* [Your task]
Starting at the line with "position:relative; width:1562px; height:2223px;" and going on through the line with "translate:-50% -50%; white-space:nowrap;", reproduce each line in the records below exactly and nothing more.

Collected data entries
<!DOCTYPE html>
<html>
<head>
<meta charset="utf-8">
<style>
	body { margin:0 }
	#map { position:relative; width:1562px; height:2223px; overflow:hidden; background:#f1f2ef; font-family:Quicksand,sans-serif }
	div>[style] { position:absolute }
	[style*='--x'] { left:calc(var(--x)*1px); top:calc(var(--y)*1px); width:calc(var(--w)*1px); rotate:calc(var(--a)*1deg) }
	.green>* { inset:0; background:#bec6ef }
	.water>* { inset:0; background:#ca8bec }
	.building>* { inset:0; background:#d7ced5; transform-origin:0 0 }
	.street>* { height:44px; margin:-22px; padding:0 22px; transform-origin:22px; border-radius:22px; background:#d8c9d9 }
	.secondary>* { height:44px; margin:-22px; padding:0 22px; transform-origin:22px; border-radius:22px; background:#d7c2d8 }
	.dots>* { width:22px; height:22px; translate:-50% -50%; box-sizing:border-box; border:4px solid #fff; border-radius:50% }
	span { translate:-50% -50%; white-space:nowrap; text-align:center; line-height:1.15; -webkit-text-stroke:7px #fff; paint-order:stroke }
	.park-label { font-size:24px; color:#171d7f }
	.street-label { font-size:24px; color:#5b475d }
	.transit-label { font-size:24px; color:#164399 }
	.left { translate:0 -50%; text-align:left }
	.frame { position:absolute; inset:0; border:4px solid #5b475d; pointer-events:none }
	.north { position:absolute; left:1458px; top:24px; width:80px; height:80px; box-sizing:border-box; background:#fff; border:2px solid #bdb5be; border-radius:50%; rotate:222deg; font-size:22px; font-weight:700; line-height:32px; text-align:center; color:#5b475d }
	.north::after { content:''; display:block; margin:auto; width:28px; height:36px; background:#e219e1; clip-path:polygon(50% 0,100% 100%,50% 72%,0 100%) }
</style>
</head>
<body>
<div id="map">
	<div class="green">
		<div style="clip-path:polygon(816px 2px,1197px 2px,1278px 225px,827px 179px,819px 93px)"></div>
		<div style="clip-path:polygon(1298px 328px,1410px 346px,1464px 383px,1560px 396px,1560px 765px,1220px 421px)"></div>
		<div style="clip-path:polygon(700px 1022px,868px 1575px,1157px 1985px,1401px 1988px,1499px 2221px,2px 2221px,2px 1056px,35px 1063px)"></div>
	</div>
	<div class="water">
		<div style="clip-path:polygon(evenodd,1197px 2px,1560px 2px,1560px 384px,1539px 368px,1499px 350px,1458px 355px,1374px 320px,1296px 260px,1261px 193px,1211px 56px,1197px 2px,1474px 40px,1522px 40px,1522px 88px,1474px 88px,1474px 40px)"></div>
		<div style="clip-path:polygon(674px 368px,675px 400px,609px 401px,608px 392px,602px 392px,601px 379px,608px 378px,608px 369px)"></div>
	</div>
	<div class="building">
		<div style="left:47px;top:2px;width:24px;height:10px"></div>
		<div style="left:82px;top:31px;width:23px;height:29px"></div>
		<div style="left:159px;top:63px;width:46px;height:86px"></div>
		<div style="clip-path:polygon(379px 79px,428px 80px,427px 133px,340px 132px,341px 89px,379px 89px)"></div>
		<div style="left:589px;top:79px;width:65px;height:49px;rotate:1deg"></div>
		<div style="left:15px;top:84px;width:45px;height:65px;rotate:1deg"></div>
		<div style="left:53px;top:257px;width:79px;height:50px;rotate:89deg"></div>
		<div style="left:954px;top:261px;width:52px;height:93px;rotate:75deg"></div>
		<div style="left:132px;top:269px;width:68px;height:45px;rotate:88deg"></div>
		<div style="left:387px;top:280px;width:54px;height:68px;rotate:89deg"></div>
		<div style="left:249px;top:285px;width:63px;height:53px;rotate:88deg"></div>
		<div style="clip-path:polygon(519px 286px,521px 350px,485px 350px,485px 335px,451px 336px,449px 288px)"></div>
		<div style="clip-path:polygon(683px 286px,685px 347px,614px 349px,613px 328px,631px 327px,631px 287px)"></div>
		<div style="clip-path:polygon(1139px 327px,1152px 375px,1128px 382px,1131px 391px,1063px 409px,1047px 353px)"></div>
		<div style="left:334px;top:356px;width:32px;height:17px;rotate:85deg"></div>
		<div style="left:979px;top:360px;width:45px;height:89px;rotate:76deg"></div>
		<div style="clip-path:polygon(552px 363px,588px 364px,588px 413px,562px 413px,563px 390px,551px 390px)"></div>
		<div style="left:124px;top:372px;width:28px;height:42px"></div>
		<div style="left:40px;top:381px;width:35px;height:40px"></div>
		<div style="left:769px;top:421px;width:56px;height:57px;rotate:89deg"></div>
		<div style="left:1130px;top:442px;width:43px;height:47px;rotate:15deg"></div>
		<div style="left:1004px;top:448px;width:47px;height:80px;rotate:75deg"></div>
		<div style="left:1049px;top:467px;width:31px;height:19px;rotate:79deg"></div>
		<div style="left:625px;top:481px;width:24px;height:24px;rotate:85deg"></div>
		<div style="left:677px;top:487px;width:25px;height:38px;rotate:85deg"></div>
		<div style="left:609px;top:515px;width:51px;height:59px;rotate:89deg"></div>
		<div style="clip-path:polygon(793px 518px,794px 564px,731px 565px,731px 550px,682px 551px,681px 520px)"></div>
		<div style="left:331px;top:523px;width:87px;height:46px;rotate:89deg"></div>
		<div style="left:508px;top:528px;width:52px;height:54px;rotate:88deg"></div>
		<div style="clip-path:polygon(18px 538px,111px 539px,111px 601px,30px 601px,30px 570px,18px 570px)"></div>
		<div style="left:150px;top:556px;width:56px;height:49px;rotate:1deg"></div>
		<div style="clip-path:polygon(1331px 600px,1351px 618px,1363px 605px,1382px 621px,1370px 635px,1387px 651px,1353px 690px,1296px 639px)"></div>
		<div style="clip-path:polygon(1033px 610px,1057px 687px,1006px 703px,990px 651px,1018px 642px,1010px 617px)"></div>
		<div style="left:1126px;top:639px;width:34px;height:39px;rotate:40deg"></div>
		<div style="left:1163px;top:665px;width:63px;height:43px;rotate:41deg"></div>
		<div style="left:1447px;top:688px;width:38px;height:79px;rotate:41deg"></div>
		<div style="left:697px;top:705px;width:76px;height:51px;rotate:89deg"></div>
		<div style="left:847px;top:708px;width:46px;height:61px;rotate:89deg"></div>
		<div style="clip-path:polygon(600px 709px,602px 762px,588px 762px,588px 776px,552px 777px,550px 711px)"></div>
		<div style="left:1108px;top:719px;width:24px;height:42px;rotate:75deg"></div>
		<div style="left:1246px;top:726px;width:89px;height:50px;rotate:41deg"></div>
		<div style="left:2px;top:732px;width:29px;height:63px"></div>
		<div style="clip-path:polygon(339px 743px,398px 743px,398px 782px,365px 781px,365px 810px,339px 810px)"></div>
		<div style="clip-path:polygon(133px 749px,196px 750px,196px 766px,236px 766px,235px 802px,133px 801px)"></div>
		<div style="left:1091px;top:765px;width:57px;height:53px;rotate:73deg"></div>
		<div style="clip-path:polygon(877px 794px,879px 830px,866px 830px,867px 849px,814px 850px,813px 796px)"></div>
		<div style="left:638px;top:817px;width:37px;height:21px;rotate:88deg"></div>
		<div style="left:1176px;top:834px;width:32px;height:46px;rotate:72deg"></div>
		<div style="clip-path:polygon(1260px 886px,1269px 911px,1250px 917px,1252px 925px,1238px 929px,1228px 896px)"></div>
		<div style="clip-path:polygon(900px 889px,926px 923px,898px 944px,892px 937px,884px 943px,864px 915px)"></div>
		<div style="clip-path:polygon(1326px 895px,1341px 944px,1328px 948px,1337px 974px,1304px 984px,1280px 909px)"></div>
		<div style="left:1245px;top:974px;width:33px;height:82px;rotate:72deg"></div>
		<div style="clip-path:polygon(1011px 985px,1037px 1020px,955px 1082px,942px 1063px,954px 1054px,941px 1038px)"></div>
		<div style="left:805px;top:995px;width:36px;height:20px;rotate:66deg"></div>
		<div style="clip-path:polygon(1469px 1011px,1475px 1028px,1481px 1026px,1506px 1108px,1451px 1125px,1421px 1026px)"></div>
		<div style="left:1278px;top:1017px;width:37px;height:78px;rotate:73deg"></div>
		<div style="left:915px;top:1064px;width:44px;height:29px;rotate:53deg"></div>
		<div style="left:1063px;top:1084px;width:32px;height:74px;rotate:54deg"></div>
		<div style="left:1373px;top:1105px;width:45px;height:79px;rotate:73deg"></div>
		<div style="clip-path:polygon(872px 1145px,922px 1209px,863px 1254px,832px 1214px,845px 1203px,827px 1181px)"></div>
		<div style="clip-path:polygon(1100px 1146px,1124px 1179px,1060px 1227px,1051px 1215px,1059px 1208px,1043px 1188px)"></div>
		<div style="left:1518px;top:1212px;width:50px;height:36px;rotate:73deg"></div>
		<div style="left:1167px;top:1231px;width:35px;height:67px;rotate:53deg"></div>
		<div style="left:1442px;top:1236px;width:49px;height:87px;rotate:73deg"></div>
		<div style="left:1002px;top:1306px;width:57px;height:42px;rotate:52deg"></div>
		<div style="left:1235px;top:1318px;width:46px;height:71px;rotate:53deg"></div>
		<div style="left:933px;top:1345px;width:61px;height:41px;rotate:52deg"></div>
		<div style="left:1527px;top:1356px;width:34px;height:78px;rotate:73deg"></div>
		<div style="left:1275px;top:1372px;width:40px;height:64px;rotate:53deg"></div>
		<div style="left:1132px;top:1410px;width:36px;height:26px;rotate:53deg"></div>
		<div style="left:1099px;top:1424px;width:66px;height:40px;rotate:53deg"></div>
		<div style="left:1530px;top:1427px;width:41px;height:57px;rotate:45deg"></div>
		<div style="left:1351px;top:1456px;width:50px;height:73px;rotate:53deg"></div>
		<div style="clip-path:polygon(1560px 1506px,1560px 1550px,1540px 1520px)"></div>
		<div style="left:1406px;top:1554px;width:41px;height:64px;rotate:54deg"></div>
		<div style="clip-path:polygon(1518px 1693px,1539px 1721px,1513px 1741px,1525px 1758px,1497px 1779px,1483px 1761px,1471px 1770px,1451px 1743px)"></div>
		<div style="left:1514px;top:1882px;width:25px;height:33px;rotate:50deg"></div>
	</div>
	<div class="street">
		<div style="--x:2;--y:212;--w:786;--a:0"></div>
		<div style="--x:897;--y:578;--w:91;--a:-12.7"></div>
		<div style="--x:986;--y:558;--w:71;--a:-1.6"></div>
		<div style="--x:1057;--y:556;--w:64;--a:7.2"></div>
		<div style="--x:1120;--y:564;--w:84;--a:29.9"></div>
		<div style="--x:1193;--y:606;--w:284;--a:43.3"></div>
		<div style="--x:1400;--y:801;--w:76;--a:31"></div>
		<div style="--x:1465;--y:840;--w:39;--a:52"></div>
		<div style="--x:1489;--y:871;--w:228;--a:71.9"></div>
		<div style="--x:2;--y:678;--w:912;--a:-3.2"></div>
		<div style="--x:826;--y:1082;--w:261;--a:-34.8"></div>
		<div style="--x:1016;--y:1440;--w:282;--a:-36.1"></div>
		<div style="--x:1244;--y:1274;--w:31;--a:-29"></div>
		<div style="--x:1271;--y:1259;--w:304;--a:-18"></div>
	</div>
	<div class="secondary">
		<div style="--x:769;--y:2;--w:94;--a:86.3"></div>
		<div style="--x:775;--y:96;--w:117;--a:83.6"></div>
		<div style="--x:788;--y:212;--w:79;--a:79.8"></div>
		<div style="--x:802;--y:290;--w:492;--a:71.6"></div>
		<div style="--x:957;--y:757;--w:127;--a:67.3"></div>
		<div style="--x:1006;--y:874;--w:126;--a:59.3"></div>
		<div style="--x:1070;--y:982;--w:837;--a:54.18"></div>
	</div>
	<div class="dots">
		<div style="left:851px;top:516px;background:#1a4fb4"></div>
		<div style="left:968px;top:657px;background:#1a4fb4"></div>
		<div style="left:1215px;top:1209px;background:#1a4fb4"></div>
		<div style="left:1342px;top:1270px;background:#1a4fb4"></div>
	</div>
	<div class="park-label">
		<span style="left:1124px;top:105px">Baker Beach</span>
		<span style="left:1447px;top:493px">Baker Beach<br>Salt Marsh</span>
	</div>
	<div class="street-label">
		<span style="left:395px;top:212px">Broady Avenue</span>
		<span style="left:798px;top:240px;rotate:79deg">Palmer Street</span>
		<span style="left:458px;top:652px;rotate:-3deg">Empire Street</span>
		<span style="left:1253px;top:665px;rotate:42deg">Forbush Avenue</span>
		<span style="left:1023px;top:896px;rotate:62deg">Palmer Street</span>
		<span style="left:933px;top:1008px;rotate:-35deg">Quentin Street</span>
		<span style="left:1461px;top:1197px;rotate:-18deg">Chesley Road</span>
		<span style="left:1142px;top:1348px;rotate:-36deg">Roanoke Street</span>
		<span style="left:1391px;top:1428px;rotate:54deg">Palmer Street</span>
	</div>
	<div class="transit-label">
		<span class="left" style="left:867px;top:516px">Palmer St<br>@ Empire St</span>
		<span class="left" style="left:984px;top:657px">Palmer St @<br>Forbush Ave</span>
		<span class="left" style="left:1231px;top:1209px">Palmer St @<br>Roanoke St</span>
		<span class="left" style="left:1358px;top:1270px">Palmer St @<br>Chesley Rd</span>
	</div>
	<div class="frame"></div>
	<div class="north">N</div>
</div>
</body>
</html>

* [Answer space]
	#map { position:relative; width:1562px; height:2223px; overflow:hidden; background:#f1f2ef; font-family:Quicksand,sans-serif }
	div>[style] { position:absolute }
	[style*='--x'] { left:calc(var(--x)*1px); top:calc(var(--y)*1px); width:calc(var(--w)*1px); rotate:calc(var(--a)*1deg) }
	.green>* { inset:0; background:#bec6ef }
	.water>* { inset:0; background:#ca8bec }
	.building>* { inset:0; background:#d7ced5; transform-origin:0 0 }
	.street>* { height:44px; margin:-22px; padding:0 22px; transform-origin:22px; border-radius:22px; background:#d8c9d9 }
	.secondary>* { height:44px; margin:-22px; padding:0 22px; transform-origin:22px; border-radius:22px; background:#d7c2d8 }
	.dots>* { width:22px; height:22px; translate:-50% -50%; box-sizing:border-box; border:4px solid #fff; border-radius:50% }
	span { translate:-50% -50%; white-space:nowrap; text-align:center; line-height:1.15; -webkit-text-stroke:7px #fff; paint-order:stroke }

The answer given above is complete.